In [None]:
import os

download_name = "frankenstein_with_splits.csv.bz2"
if not os.path.exists(download_name):
    import requests
    response = requests.get(f"https://raw.githubusercontent.com/bzitko/nlp_repo/main/assignments/a04/{download_name}")
    with open(download_name, "wb") as fp:
        fp.write(response.content)
    response.close()

name = "frankenstein_with_splits.csv"
if not os.path.exists(name):
    import bz2
    with open(download_name, 'rb') as bzf, open(name, 'wb') as fp:
        fp.write(bz2.decompress(bzf.read()))        

# Learning Embeddings with Continuous Bag of Words (CBOW)

## Imports

In [None]:
import pandas as pd

import torch
import torch.nn as nn
import torch.nn.functional as F
import torch.optim as optim
from torch.utils.data import Dataset, DataLoader

from sklearn.metrics import confusion_matrix

import matplotlib.pyplot as plt
import seaborn as sns


from nlp import StepByStep, Vectorizer, Vocabulary
from itertools import chain

def allclose(a, b, atol=1e-4):
    if not isinstance(a, torch.Tensor):
        a = torch.tensor(a)
    if not isinstance(b, torch.Tensor):
        b = torch.tensor(b)
    return torch.allclose(a, b, atol=atol)

## Dataframes

In [None]:
cbow_df = pd.read_csv("frankenstein_with_splits.csv")

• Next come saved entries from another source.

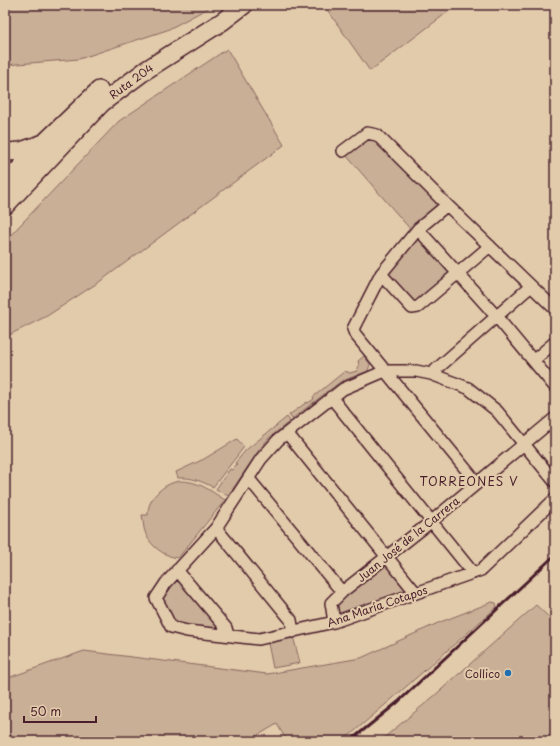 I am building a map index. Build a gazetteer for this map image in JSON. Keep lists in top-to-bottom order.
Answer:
{
  "streets": {
    "main road": ["Ruta 204"],
    "street": ["Juan José de la Carrera", "Ana María Cotapos"]
  },
  "crossings": [
    ["Juan José de la Carrera", "Ana María Cotapos"]
  ],
  "districts": ["TORREONES V"],
  "places": ["Collico"],
  "scale_bar": "50 m"
}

train_df = cbow_df[cbow_df.split == "train"]
val_df = cbow_df[cbow_df.split == "val"]
test_df = cbow_df[cbow_df.split == "test"]

train_df

## Vocabulary

👍
Create variables:
* `cbow_vocab` as instance of `Vocabulary` having `<pad>` as pad token and `<unk>` as unknown token and `cuttoff` set to `5`.
* fill `cbow_vocab` with words from context and target words from `train_df`
* `cbow_size` as length of the longest word window of context from `train_df`

In [None]:


# test
assert cbow_size == 6
assert len(cbow_vocab) == 6125
assert cbow_vocab["<pad>"] == 0
assert cbow_vocab["<unk>"] == 1
assert cbow_vocab["monster"] == 3516
assert cbow_vocab.inv[6124] == "zeal"

## Splitted vocabularized datasets

In [None]:
x_train = cbow_vocab.pad_many(train_df.context.apply(str.split), cbow_size)
y_train = cbow_vocab.vocabularize(train_df.target.fillna(cbow_vocab.pad_tok))

x_val = cbow_vocab.pad_many(val_df.context.apply(str.split), cbow_size)
y_val = cbow_vocab.vocabularize(val_df.target.fillna(cbow_vocab.pad_tok))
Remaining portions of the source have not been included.